Supplied information:
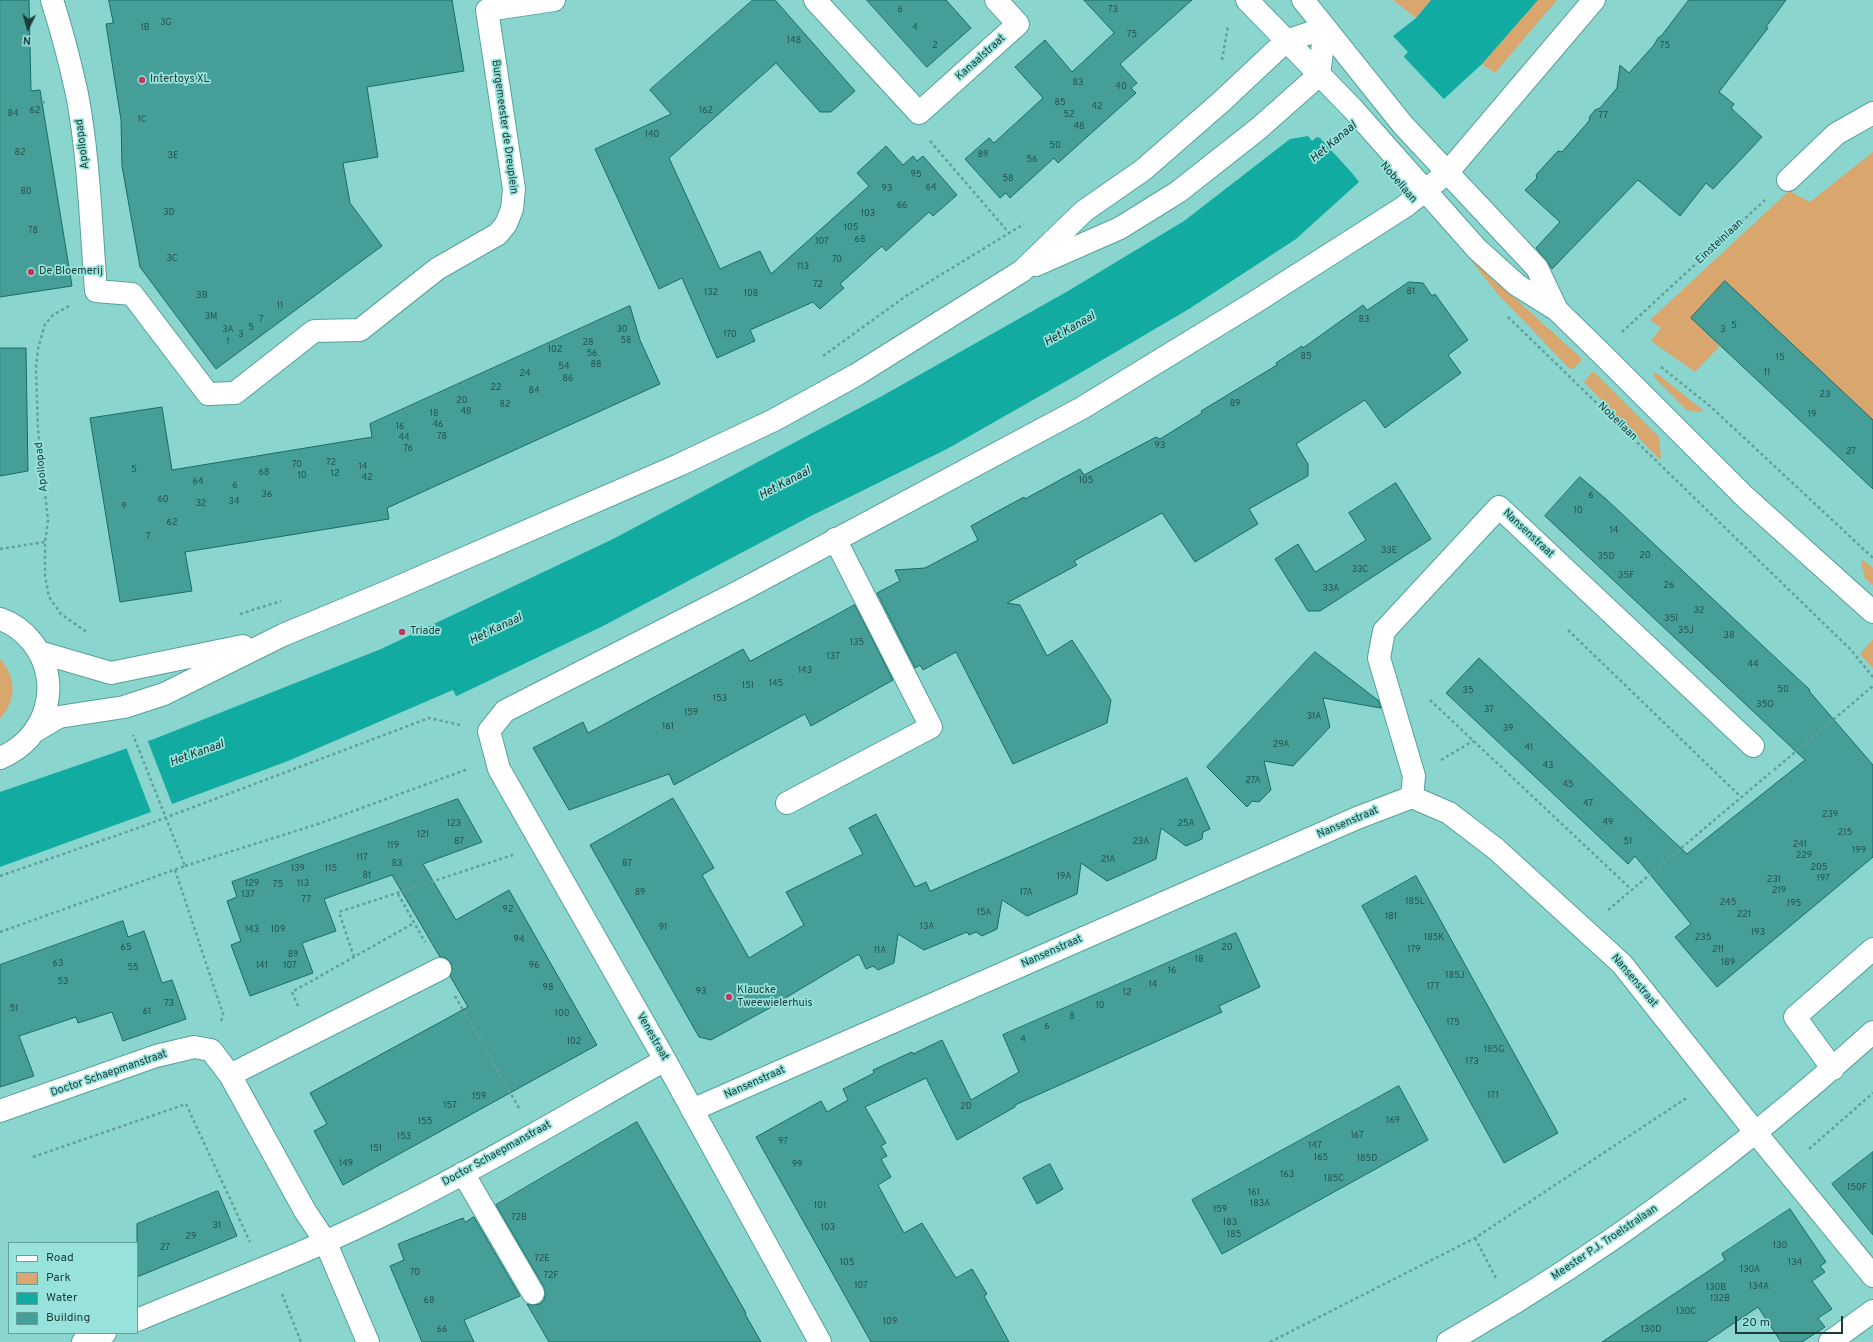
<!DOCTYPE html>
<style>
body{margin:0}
#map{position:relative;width:1873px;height:1342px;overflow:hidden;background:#8ad6cf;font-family:Overpass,sans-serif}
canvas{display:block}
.legend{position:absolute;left:8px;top:1242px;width:130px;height:92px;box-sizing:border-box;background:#97e3dc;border:1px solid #65a09a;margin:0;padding:5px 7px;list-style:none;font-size:12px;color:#1b3b38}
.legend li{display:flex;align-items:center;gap:8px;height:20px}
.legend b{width:20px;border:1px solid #65a09a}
.north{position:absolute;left:8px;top:8px;width:40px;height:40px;-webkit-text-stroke:3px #97e3dc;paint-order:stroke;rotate:185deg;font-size:11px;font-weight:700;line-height:16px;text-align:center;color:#1b3b38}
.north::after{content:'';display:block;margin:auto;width:14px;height:18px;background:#1b3b38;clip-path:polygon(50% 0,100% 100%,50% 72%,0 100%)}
.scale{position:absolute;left:1735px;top:1316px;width:108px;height:18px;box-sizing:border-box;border:2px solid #1b3b38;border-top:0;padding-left:5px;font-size:12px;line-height:14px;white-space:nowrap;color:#1b3b38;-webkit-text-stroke:3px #97e3dc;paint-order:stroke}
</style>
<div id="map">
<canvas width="1873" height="1342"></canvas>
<ul class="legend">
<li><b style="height:5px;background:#fff"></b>Road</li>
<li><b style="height:11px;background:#d9a66e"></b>Park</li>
<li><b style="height:11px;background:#12aba2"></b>Water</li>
<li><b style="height:11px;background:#459e97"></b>Building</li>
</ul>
<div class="north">N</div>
<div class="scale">20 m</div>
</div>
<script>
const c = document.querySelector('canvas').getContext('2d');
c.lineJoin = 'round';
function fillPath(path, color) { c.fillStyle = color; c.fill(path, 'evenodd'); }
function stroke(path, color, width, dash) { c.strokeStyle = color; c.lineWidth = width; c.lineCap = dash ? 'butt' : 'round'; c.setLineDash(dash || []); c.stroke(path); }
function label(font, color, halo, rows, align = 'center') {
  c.font = font + ' Overpass,sans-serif'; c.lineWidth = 3.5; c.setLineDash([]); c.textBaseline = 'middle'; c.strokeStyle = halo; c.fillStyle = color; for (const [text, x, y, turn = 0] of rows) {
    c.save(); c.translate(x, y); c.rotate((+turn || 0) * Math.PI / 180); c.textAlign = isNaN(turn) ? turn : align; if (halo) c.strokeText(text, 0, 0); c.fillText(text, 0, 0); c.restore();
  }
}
fillPath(new Path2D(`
 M1393,0H1431L1416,18Z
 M1538,0H1557L1495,73L1482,64Z
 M1873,152V420L1725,282L1691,318L1720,346L1695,372L1651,341L1661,328L1650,320L1789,191L1810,202Z
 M1465,253L1581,358V361L1573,369L1569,368L1496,292Z
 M1593,371L1659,437L1661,457L1659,459L1584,382Z
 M1655,372L1703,410L1701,412L1686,410L1653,376Z
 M1863,560L1873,568V585L1865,579L1861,562Z
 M1873,639V668L1860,654Z
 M0,659C17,678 17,700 0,719Z`), '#d9a66e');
fillPath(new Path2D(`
 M1431,0H1538L1482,64L1444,99L1437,92L1352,173L1359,182L1296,239L1189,309L1075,376L947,449L811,516L603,626L459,695L255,777L0,872V792L154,739L381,649L613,539L882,396L1068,291L1184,221L1290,139L1308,136L1312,141L1317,137L1320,138L1405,59L1404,56L1408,52L1393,36L1416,18Z`), '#12aba2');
fillPath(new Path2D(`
 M1405,58L1438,93L1352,173L1320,138Z
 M453,690L457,698L256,779L0,874V867L151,812L126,747L147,739L172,804L288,761Z`), '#8ad6cf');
const building = new Path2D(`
 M0,0H29L31,91L40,90L72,286L0,297Z
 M109,0H452L464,71L367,87L378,157L343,163L350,203L382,246L216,369L140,267L122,166L121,120L106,24L113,23Z
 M753,0H775L855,91L831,112H820L776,63L669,158L720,269L760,251L771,274L869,186L857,173L886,146L903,165L913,156L917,161L923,156L957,195L933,216L929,212L886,251L882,246L840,284L844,288L820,309L813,302L750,330L755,341L717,358L682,278L659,289L595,149L671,114L650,90Z
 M867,0H946L971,28L927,67Z
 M1084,0H1192L1120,64L1137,83L1131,88L1136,93L1058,163L1054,158L1010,198L1006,193L1000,198L965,159L989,138L994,143L1043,98L1015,67L1045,40L1072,72L1114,33Z
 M1689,0H1786L1766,27L1768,28L1719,92L1734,104L1731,108L1762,137L1713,189L1706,183L1680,216L1638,180L1552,269L1546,260L1536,248L1560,222L1525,190L1537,178L1536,175L1558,151L1562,152L1589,121L1590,116L1595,110L1600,108L1617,88L1620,65L1629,73L1654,45L1658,38L1662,35Z
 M1725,281L1873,420V489L1691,318Z
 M1409,282L1423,283L1432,296L1435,294L1468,340L1448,355L1461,373L1385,428L1365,400L1296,444L1308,464V476L1249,509L1258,524L1195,562L1162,513L1074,561L1077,565L1007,603L1020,605L1047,656L1072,640L1111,700L1107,723L1013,764L956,652L923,670L920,665L915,668L877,593L900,581L895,570L925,568L978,540L971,526L1000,510L1024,497L1025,499L1080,469L1084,475L1156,437L1160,439L1202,413L1201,411L1277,365L1276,363L1302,346L1303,348L1363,305L1367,310Z
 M630,306L640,340L660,384L387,508L389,519L185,552L192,591L120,602L90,418L162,407L172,470L372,437L370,424Z
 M0,348H26L28,471L0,476Z
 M1580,477L1606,499L1810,690L1809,691L1873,765V857L1717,987L1675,937L1691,924L1635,856L1628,864L1446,693L1479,658L1687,854L1805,760L1545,516Z
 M1396,483L1431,539L1320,611H1308L1275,559L1298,544L1315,572L1341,556L1366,540L1349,513Z
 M855,605L893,680L811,726L805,714L674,785L669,774L569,810L533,748L583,722L588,733L743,649L750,661Z
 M1315,652L1379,701L1381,708L1323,698L1330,727L1293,766L1264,761L1271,790L1259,802L1252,801L1247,807L1207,767Z
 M1187,778L1210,829L1203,832L1202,839L1186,846L1161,828L1156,859L1107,881L1081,863L1077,894L1027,916L1002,900L997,929L982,936L976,932L969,935L967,932L924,950L898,934L894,963L878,970L873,966L866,969L859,954L777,1003V1004L711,1040L699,1037L590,845L673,798L714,868L702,875L749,958L804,925L786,892L863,854L849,828L876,814L915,887L926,882L930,891Z
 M458,799L482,842L423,864L456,920L509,890L597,1045L343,1185L314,1131L327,1124L310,1093L468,1007L450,976L452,969L451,963L446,958L440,957L392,875L324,899L336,931L302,943L313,973L250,996L231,945L241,941L227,901L237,897L232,882Z
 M1416,876L1558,1133L1504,1163L1362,906Z
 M123,921L128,937L144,931L162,983L172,980L186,1019L123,1041L112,1012L78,1023L76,1017L19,1036L34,1076L0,1087V965Z
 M1236,933L1260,987L1219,1006L1222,1012L1015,1105V1107L957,1140L926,1078L865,1107L886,1143L881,1146L887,1156L881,1159L891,1177L878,1185L904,1233L922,1223L956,1278L972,1269L987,1294L984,1296L1009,1342H871L756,1137L821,1101L827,1112L848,1100L843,1089L874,1073L873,1070L912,1052L913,1054L942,1040L971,1100L1019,1072L1003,1035Z
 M1399,1086L1428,1140L1222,1254L1192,1200Z
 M637,1122L746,1313L745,1314L761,1342H549L527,1304L533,1305L540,1304L544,1300L545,1293L544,1287L496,1205Z
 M1873,1152V1235L1832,1184Z
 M1050,1164L1063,1189L1037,1204L1023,1178Z
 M218,1191L237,1236L137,1277V1224Z
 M1790,1209L1826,1262L1820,1266L1825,1272L1812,1281L1832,1309L1818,1318L1825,1327L1802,1342H1781L1758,1307L1706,1342H1602L1725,1260L1722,1254Z
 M474,1217L520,1296L464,1320L474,1342H422L390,1266L404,1260L398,1244L463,1218L465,1222Z`);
fillPath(building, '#459e97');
stroke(building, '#196c66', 1);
const minor = new Path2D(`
 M52,0C62,31 70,62 77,94C89,157 91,227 96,291L132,294L208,394L235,393L314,331L360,330L437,269L498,234L506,224L512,209L514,189L487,10L554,0
 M815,0L919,113L1018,24L996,0
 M1788,180L1836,134L1873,113
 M1412,797L1414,776L1379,658L1384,631L1499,507L1753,746
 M787,803L931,727L835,539
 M1833,1069L1795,1017L1873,949
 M692,1110L1357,818L1412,797L1449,813L1496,849L1622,964L1756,1133L1873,1276
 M0,1111L156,1056L194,1047L211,1050L230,1075
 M463,1173L533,1293
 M137,1320C223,1284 312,1251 395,1209C487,1163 576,1110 665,1060
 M83,1342L105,1333
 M368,1342L325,1241L305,1211L230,1075L440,969
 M820,1342L665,1060L499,769L489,731L505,711L742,590L1082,408L1252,304L1404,207L1447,173L1594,0
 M1448,1342C1600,1256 1743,1150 1873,1032
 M1830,1342L1873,1311`);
const major = new Path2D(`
 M1247,0L1352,108L1477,249L1517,285L1557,310L1602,354L1745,497L1873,612
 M1303,0L1403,125L1537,268L1557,310
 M1036,265L1120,228L1178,192L1258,129L1319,75L1325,28
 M0,619C12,623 24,632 32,642C64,682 47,739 0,758
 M39,652L111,673L243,646
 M35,731L59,717L124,707L164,694L283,635L389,591L679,465L774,420L856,375L1022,271L1084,211L1143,170L1221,102L1286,41L1325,28`);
stroke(minor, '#56a19b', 24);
stroke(major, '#56a19b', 24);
stroke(new Path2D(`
 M1222,60L1228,26
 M42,103L47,101
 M930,141L1009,233
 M69,306L53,315L45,324L38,349L36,368L38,430L48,520L45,542V576L49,597L61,614L88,633
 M1508,317L1851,650L1873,677
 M1622,332L1765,200
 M823,356L906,296L1024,224
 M1661,367L1710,406L1873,558
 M0,549L45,542
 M240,614L281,601
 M1568,630L1741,797
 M1430,700L1632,890
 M1441,760L1473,741
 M1774,770L1873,686
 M185,866L318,824L468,769
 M175,870L223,1014L221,1021
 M0,876L138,828L429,718L460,725
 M398,894L425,942
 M1608,910L1770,773
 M0,932L185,866L133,735
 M354,957L339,912L513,855
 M455,996L519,1108
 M298,1006L292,992L414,923
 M1809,1149L1873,1093
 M33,1157L186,1104L250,1242
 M1475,1238L1496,1278
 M282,1294L301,1342
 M1270,1342L1475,1238L1688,1097`), '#639f99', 2.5, [3, 3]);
stroke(minor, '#fff', 22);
stroke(major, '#fff', 22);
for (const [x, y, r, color] of [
 [142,80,4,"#c5365f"],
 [31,272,4,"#c5365f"],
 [402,632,4,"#c5365f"],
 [729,997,4,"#c5365f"]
]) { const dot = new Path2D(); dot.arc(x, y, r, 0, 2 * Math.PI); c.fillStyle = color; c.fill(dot); stroke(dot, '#97e3dc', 1.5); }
label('9px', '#265450', null, [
 ["6",900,10],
 ["73",1113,10],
 ["3G",166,23],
 ["1B",145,28],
 ["4",915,28],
 ["75",1132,35],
 ["148",794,41],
 ["2",935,46],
 ["75",1665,46],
 ["83",1078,83],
 ["40",1121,87],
 ["85",1060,103],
 ["42",1097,107],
 ["62",35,111],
 ["162",706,111],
 ["84",13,114],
 ["52",1069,115],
 ["77",1603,116],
 ["1C",142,120],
 ["48",1079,127],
 ["140",652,135],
 ["50",1055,146],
 ["82",20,153],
 ["89",983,155],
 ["3E",173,156],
 ["56",1032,160],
 ["95",916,175],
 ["58",1008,179],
 ["64",931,188],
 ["93",887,189],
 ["80",26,192],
 ["66",902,206],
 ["3D",169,213],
 ["103",868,214],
 ["105",851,228],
 ["78",33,231],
 ["68",860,240],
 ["107",822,242],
 ["3C",172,259],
 ["70",837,260],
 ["113",803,267],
 ["72",818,285],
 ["81",1411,292],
 ["132",711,293],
 ["108",751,294],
 ["3B",202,296],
 ["11",280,306],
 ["3M",211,317],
 ["7",261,320],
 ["83",1364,320],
 ["5",1734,326],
 ["5",251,328],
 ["3A",228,330],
 ["30",622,330],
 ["3",1723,330],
 ["3",241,335],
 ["170",730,335],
 ["58",626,341],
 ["1",228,342],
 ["28",588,343],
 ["102",555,350],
 ["56",592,354],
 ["85",1306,357],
 ["15",1780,358],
 ["88",596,365],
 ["54",564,367],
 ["11",1767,373],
 ["24",525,374],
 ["86",568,379],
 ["22",496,388],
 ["84",534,391],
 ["23",1825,395],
 ["20",462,401],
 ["89",1235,404],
 ["82",505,405],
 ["48",466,412],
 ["18",434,414],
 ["19",1812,415],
 ["46",438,425],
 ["16",400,427],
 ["78",442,437],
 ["44",404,438],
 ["93",1160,446],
 ["76",408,449],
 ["27",1851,452],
 ["72",331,463],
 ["70",297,465],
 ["14",363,467],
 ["5",134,470],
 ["68",264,473],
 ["12",335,474],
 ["10",302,476],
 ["42",367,478],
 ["105",1086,481],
 ["64",198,482],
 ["6",235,486],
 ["36",267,495],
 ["6",1591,496],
 ["60",163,500],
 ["34",234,502],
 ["32",201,504],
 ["9",124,507],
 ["10",1578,511],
 ["62",172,523],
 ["14",1614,531],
 ["7",148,537],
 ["33E",1389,551],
 ["20",1645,556],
 ["35D",1606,557],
 ["33C",1360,570],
 ["35F",1626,576],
 ["26",1669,586],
 ["33A",1331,589],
 ["32",1699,611],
 ["35I",1671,619],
 ["35J",1686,631],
 ["38",1729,636],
 ["135",857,643],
 ["137",833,657],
 ["44",1753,665],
 ["143",805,671],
 ["145",776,684],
 ["151",748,686],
 ["50",1783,690],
 ["35",1468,691],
 ["153",720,699],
 ["35O",1765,705],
 ["37",1489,710],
 ["159",691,713],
 ["31A",1314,717],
 ["161",668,727],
 ["39",1508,729],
 ["29A",1281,745],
 ["41",1529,748],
 ["43",1548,766],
 ["27A",1253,781],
 ["45",1568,785],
 ["47",1588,804],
 ["239",1830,815],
 ["49",1608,823],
 ["123",454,824],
 ["25A",1186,824],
 ["215",1845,833],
 ["121",423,835],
 ["87",459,842],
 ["23A",1141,842],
 ["51",1628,842],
 ["241",1800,845],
 ["119",393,846],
 ["199",1859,851],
 ["229",1804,856],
 ["117",362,858],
 ["21A",1108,860],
 ["83",397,864],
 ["87",627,864],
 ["205",1819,868],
 ["139",298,869],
 ["115",331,869],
 ["81",367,876],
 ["19A",1064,877],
 ["197",1823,879],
 ["231",1774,880],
 ["129",252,884],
 ["113",303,884],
 ["75",278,885],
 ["219",1779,891],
 ["89",640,893],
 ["17A",1026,893],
 ["137",248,895],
 ["77",306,900],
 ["185L",1415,902],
 ["245",1728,903],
 ["195",1794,904],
 ["92",508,910],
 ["15A",984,913],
 ["221",1744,915],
 ["181",1391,917],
 ["13A",927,927],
 ["91",663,928],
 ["143",252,930],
 ["109",278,930],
 ["193",1758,933],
 ["185K",1434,938],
 ["235",1703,938],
 ["94",519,940],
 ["65",126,948],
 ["20",1227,948],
 ["179",1414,950],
 ["211",1718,950],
 ["11A",880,951],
 ["89",293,955],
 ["18",1199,960],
 ["189",1728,963],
 ["63",58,964],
 ["141",262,966],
 ["107",290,966],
 ["96",534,966],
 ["55",133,968],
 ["16",1172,971],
 ["185J",1455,976],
 ["53",63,982],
 ["14",1153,985],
 ["177",1433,987],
 ["98",548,988],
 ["93",701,992],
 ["12",1127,993],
 ["73",169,1004],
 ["10",1100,1006],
 ["51",14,1009],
 ["61",147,1012],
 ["100",562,1014],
 ["8",1072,1017],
 ["175",1453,1023],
 ["6",1047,1027],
 ["4",1023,1040],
 ["102",574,1042],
 ["185G",1494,1050],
 ["173",1472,1062],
 ["171",1493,1096],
 ["159",479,1097],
 ["157",450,1106],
 ["2D",966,1107],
 ["169",1393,1121],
 ["155",425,1122],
 ["167",1357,1136],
 ["153",404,1137],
 ["97",783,1142],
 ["147",1315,1146],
 ["151",376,1149],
 ["165",1321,1158],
 ["185D",1367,1159],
 ["149",346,1164],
 ["99",797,1165],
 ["163",1287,1175],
 ["185C",1334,1179],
 ["150F",1857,1188],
 ["161",1254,1193],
 ["183A",1260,1204],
 ["101",820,1206],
 ["159",1220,1210],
 ["72B",519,1218],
 ["183",1230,1223],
 ["31",217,1226],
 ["103",828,1228],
 ["185",1234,1235],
 ["29",191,1237],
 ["130",1780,1246],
 ["27",165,1248],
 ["72E",542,1259],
 ["105",847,1263],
 ["134",1795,1263],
 ["130A",1750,1270],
 ["70",415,1273],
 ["72F",551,1276],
 ["107",861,1286],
 ["134A",1759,1287],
 ["130B",1716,1288],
 ["132B",1720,1299],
 ["68",429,1301],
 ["130C",1686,1312],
 ["109",890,1322],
 ["66",442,1330],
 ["130D",1651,1330]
]);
label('11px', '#1b3b38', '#97e3dc', [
 ["Kanaalstraat",981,58,-42],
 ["Burgemeester de Dreuplein",504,127,82],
 ["Apollopad",83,144,-97],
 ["Nobellaan",1398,183,49],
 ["Einsteinlaan",1720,242,-43],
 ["Nobellaan",1617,422,44],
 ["Apollopad",42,467,-96],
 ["Nansenstraat",1528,534,43],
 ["Nansenstraat",1348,823,-23],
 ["Nansenstraat",1052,952,-24],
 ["Nansenstraat",1634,981,50],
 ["Venestraat",652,1037,60],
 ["Doctor Schaepmanstraat",109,1074,-19],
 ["Nansenstraat",755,1083,-24],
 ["Doctor Schaepmanstraat",497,1154,-29],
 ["Meester P.J. Troelstralaan",1605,1243,-34]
]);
label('11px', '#1b3b38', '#97e3dc', [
 ["Intertoys XL",150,80],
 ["De Bloemerij",39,272],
 ["Triade",410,632],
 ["Klaucke",737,991],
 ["Tweewielerhuis",737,1004]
], 'left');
label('italic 12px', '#14302e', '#97e3dc', [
 ["Het Kanaal",1334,143,-40],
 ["Het Kanaal",1070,330,-30],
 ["Het Kanaal",785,484,-28],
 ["Het Kanaal",496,630,-26],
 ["Het Kanaal",197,754,-20]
]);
</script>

Work item: Reproduce each line above that contains "setLineDash".

Response area:
function stroke(path, color, width, dash) { c.strokeStyle = color; c.lineWidth = width; c.lineCap = dash ? 'butt' : 'round'; c.setLineDash(dash || []); c.stroke(path); }
  c.font = font + ' Overpass,sans-serif'; c.lineWidth = 3.5; c.setLineDash([]); c.textBaseline = 'middle'; c.strokeStyle = halo; c.fillStyle = color; for (const [text, x, y, turn = 0] of rows) {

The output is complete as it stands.